Desvisto mi piel de tu piel y alcanzo a colgar palomas en los relojes que aceleren el paso de los días. La cuenta del rosario desde que te fuiste prometiendo hallar momentos en los que quisieras verme. Dejo que el recuento de segundos vaya lentamente añadiéndole fechas al almanaque.
El aire parece detenerse por momentos e imagino que voy corriendo en tu dirección. Me frena la ausencia de un gesto que acompañe mi vuelo, me frena el pensar en que me estrellaré contra el muro que levantaste más allá de China. El miedo a encontrarte sin que me acompañes hunde mis pies en un verano desierto.
Sobrevivo, cuando parece que ya mis pulmones se rinden, tomo otra bocanada de aire, lo justo para seguir caminando con la espalda quebrada, el corazón retenido y la esperanza desesperada.
No consigo una visión que me presente en un futuro desconcertante, no consigo tener un sueño que lanzar al firmamento, no consigo ilusionarme en una vida vivida conjuntamente.
Como una huerta sin frutos arranco las malas hierbas que llevan tu nombre escrito con rabia, tus palabras insonoras esas que te dices en tu cabeza pero que no salen de tus labios, todos los momentos en los que creí en ti, los espacios vacíos entre nuestras manos, la búsqueda de unos ojos que me mirasen con el orgullo de lo correcto.
Puede ser que pidiera peras al olmo, estrellas al día o poesías al funcionario.
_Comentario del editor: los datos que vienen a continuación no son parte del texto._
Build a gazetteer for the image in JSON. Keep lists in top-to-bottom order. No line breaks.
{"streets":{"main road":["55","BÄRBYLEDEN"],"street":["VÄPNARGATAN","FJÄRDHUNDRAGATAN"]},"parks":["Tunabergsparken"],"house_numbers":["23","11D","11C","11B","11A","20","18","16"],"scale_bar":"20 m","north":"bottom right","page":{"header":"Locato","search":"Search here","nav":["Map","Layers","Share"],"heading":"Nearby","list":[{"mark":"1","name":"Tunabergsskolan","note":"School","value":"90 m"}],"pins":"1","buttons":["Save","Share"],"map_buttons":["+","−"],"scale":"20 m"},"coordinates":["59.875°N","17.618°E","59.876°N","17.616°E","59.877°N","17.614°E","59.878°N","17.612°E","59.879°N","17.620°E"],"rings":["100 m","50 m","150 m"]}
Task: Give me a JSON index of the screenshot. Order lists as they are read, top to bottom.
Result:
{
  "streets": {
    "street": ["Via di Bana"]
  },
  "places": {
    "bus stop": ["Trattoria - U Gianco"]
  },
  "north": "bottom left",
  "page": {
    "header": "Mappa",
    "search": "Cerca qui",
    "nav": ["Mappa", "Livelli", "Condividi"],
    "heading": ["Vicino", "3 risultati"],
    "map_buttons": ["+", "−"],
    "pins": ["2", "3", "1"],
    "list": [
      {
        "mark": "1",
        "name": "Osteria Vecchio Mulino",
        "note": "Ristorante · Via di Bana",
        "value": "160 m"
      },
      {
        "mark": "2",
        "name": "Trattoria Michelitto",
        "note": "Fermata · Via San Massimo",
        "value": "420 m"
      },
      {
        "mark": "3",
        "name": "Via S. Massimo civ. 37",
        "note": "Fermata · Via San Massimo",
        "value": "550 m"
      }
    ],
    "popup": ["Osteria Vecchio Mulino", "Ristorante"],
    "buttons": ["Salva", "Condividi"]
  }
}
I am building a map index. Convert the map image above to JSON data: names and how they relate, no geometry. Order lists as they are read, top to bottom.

Quizás anduve mirándome en un espejo que no reflejaba mi rostro, un espejo vampirizado que por imposible no quise ni quiero tirar a la basura donde acaban los objetos irreutilizables, los que están condenados a deshacerse en los basureros, rodeados de ratas y podredumbre. Sigo emperrada, en el fondo de mi una voz pequeñita, inaudible, aguda como el tintineo del hielo en una cueva, me impide una rendición absoluta. Esa que anuncio con clarines y fanfarrias hasta que me quedo sola, hasta que se hace oscuro, hasta que no hay nadie en mil millones de años luz. Y la desoigo, y le grito, y me enfrento a su inútil esperanza, a su creencia en que hubo amor, en que todavía lo hay.
Me parece estúpido seguir escuchándola, subo la música para no oírla y se aparece en forma de corchea y me engancha tirando de mi chaqueta para que la siga, para que que recorra los lugares ya andados. Consigue que me lea como fracaso, consigue que te rescate del cajón de lo vivido. Esa vocecita absurda e infantil que cree en hadas, duendes y princesas. Esa antítesis de la cara que me lavo con jabón. Esa que acallo en todos los momentos del día y que vuelve momento tras momento, pertinaz como un martillo, abriendo agujeros en mis palabras, en mis sentires, en mi voluntad de dejarla en la más absoluta de las mudeces. Esa insensata que no aprende, que no se rinde, que no deja ir. Aún emparedada entre los muros de la testarudez encuentra resquicios por donde colarse y dejarse oír nuevamente.
Esa voz idiota que espera un armisticio, disparando imágenes bellas, amadas, luminosas. Y yo ... yo rezándole a la luna para volverme inmune, sorda, para dejar de estar disociada.